New York: Discounts tied to buying virtual goods have little impact on profitability and do not increase the number of customers making purchases, say economists from the University of Chicago.
In an experiment that involved more than 14 million app players of mobile games by King Digital Entertainment — maker of Candy Crush Saga — the researchers designed a series of quantity discounts which were offered to different groups of customers for a three-month period.
The team including researchers Steven Levitt, the William B. Ogden Professor of Economics, and John List, the Homer J Livingston Professor of Economics and King conducted the field experiment together.
In the most extreme intervention, players were offered a more than 60 per cent discount for intermediate-size purchases and a more than 70 per cent discount for large-size purchases.
Analysis of players’ responses to the discounts show that quantity discounts had virtually no effect on the share of players making a purchase.
“Customers who made small and infrequent purchases tended to spend more when offered the largest quantity discounts, while customers who were already large buyers tended to spend less.
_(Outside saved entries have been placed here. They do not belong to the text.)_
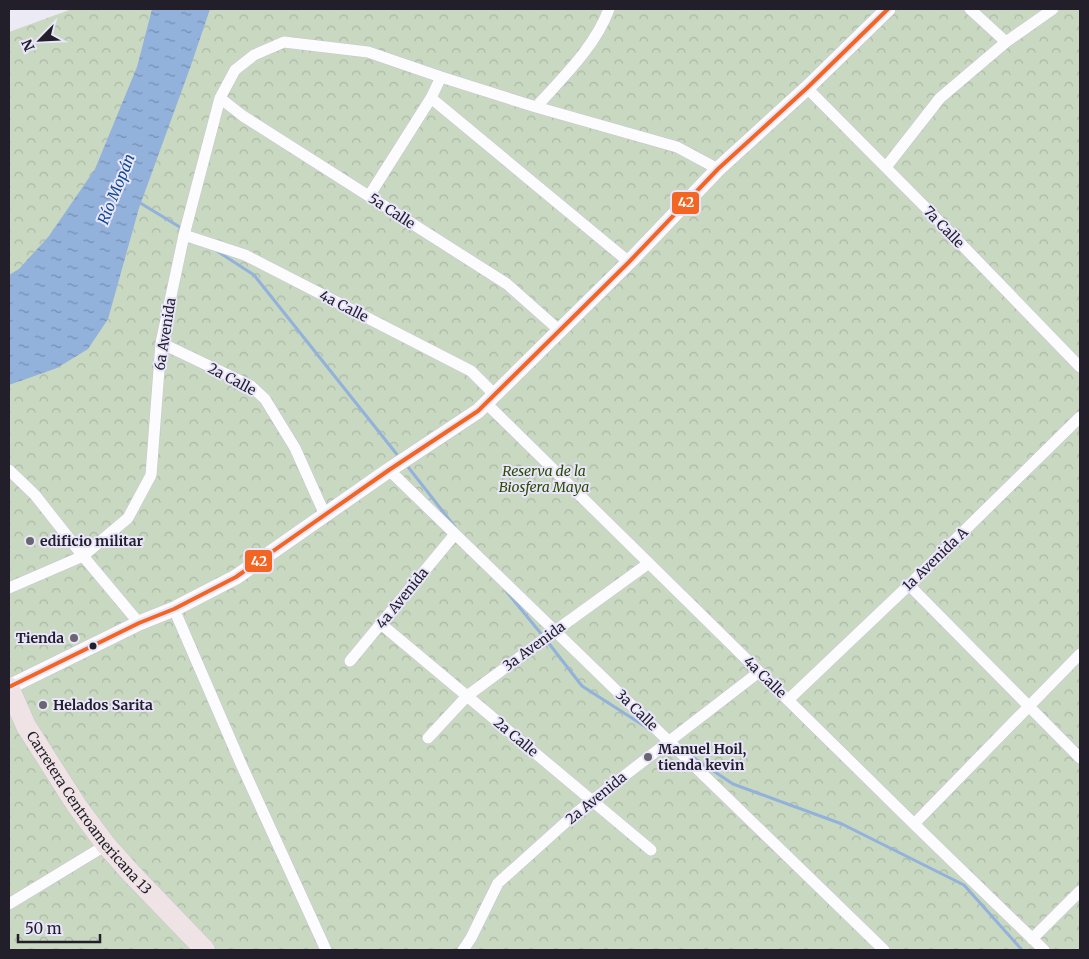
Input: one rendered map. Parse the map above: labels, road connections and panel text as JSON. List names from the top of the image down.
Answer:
{
  "streets": {
    "highway": ["Carretera Centroamericana 13"],
    "street": [
      "5a Calle",
      "7a Calle",
      "4a Calle",
      "6a Avenida",
      "2a Calle",
      "1a Avenida A",
      "4a Avenida",
      "3a Avenida",
      "3a Calle",
      "2a Avenida"
    ]
  },
  "crossings": [
    ["5a Calle", "6a Avenida"],
    ["4a Calle", "6a Avenida"],
    ["4a Calle", "1a Avenida A"],
    ["4a Calle", "3a Avenida"],
    ["4a Calle", "2a Avenida"],
    ["6a Avenida", "2a Calle"],
    ["2a Calle", "4a Avenida"],
    ["2a Calle", "3a Avenida"],
    ["2a Calle", "2a Avenida"],
    ["4a Avenida", "3a Calle"],
    ["3a Avenida", "3a Calle"],
    ["3a Calle", "2a Avenida"]
  ],
  "water": ["Río Mopán"],
  "parks": ["Reserva de la Biosfera Maya"],
  "places": [
    "edificio militar",
    "Tienda",
    "Helados Sarita",
    "Manuel Hoil, tienda kevin"
  ],
  "lines": ["transit line 42"],
  "scale_bar": "50 m",
  "north": "bottom left"
}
The net result was no impact on revenues or profit,” the study noted.
Data suggests some consumers who would have made small purchases were discouraged from doing so when faced with large quantity discounts.
The researchers said their findings challenge traditional theoretical thinking on quantity discounts, particularly that such practices increase company profitability.
“This project was an example of using experimental methods to test a much more radical shift in strategy,” Levitt noted.
King’s games for smartphones, tablets and other devices are free to users.